*** PROVIDED MATERIAL ***
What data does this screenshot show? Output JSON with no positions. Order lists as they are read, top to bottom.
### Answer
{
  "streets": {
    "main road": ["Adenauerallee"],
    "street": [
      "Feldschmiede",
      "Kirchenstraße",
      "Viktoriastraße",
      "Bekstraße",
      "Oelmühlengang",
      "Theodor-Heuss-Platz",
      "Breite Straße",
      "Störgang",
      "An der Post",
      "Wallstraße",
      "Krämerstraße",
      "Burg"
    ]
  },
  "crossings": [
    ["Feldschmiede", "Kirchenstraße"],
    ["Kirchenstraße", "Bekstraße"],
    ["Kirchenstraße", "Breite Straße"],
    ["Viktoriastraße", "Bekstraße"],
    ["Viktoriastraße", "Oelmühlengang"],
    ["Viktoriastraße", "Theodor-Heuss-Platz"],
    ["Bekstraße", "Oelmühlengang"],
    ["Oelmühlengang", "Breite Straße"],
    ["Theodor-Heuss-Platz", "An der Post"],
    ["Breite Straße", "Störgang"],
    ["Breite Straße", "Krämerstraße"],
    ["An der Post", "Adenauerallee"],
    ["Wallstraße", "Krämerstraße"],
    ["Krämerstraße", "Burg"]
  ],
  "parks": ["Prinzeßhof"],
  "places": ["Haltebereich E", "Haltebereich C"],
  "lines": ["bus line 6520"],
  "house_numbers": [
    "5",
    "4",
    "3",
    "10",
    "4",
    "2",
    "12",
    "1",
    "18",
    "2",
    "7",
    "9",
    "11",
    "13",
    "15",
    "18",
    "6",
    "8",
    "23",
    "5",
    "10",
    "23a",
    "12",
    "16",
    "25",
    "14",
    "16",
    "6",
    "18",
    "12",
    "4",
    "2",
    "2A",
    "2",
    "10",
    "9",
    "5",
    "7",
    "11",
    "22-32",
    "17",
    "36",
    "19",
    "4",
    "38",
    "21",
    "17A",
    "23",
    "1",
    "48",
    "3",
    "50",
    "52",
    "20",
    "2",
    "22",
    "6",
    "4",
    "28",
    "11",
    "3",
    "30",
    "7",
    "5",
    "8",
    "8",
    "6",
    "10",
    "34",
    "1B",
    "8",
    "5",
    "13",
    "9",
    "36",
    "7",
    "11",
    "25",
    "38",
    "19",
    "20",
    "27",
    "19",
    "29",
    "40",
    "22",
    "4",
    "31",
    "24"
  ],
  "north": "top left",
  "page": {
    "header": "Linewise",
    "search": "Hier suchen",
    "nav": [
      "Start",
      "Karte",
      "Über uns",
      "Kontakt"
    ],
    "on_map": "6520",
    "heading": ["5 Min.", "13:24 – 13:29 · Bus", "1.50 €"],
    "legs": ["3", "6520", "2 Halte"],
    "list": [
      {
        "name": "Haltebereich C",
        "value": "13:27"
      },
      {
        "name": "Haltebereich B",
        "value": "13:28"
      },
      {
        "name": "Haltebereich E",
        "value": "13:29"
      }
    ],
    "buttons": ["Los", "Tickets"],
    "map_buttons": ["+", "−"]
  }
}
***
> [WORK TO BE COMPLETED]
Each line of the data must be copied exactly as it appears.

> [WRITTEN SOLUTION]
What data does this screenshot show? Output JSON with no positions. Order lists as they are read, top to bottom.
### Answer
{
  "streets": {
    "main road": ["Adenauerallee"],
    "street": [
      "Feldschmiede",
      "Kirchenstraße",
      "Viktoriastraße",
      "Bekstraße",
      "Oelmühlengang",
      "Theodor-Heuss-Platz",
      "Breite Straße",
      "Störgang",
      "An der Post",
      "Wallstraße",
      "Krämerstraße",
      "Burg"
    ]
  },
  "crossings": [
    ["Feldschmiede", "Kirchenstraße"],
    ["Kirchenstraße", "Bekstraße"],
    ["Kirchenstraße", "Breite Straße"],
    ["Viktoriastraße", "Bekstraße"],
    ["Viktoriastraße", "Oelmühlengang"],
    ["Viktoriastraße", "Theodor-Heuss-Platz"],
    ["Bekstraße", "Oelmühlengang"],
    ["Oelmühlengang", "Breite Straße"],
    ["Theodor-Heuss-Platz", "An der Post"],
    ["Breite Straße", "Störgang"],
    ["Breite Straße", "Krämerstraße"],
    ["An der Post", "Adenauerallee"],
    ["Wallstraße", "Krämerstraße"],
    ["Krämerstraße", "Burg"]
  ],
  "parks": ["Prinzeßhof"],
  "places": ["Haltebereich E", "Haltebereich C"],
  "lines": ["bus line 6520"],
  "house_numbers": [
    "5",
    "4",
    "3",
    "10",
    "4",
    "2",
    "12",
    "1",
    "18",
    "2",
    "7",
    "9",
    "11",
    "13",
    "15",
    "18",
    "6",
    "8",
    "23",
    "5",
    "10",
    "23a",
    "12",
    "16",
    "25",
    "14",
    "16",
    "6",
    "18",
    "12",
    "4",
    "2",
    "2A",
    "2",
    "10",
    "9",
    "5",
    "7",
    "11",
    "22-32",
    "17",
    "36",
    "19",
    "4",
    "38",
    "21",
    "17A",
    "23",
    "1",
    "48",
    "3",
    "50",
    "52",
    "20",
    "2",
    "22",
    "6",
    "4",
    "28",
    "11",
    "3",
    "30",
    "7",
    "5",
    "8",
    "8",
    "6",
    "10",
    "34",
    "1B",
    "8",
    "5",
    "13",
    "9",
    "36",
    "7",
    "11",
    "25",
    "38",
    "19",
    "20",
    "27",
    "19",
    "29",
    "40",
    "22",
    "4",
    "31",
    "24"
  ],
  "north": "top left",
  "page": {
    "header": "Linewise",
    "search": "Hier suchen",
    "nav": [
      "Start",
      "Karte",
      "Über uns",
      "Kontakt"
    ],
    "on_map": "6520",
    "heading": ["5 Min.", "13:24 – 13:29 · Bus", "1.50 €"],
    "legs": ["3", "6520", "2 Halte"],
    "list": [
      {
        "name": "Haltebereich C",
        "value": "13:27"
      },
      {
        "name": "Haltebereich B",
        "value": "13:28"
      },
      {
        "name": "Haltebereich E",
        "value": "13:29"
      }
    ],
    "buttons": ["Los", "Tickets"],
    "map_buttons": ["+", "−"]
  }
}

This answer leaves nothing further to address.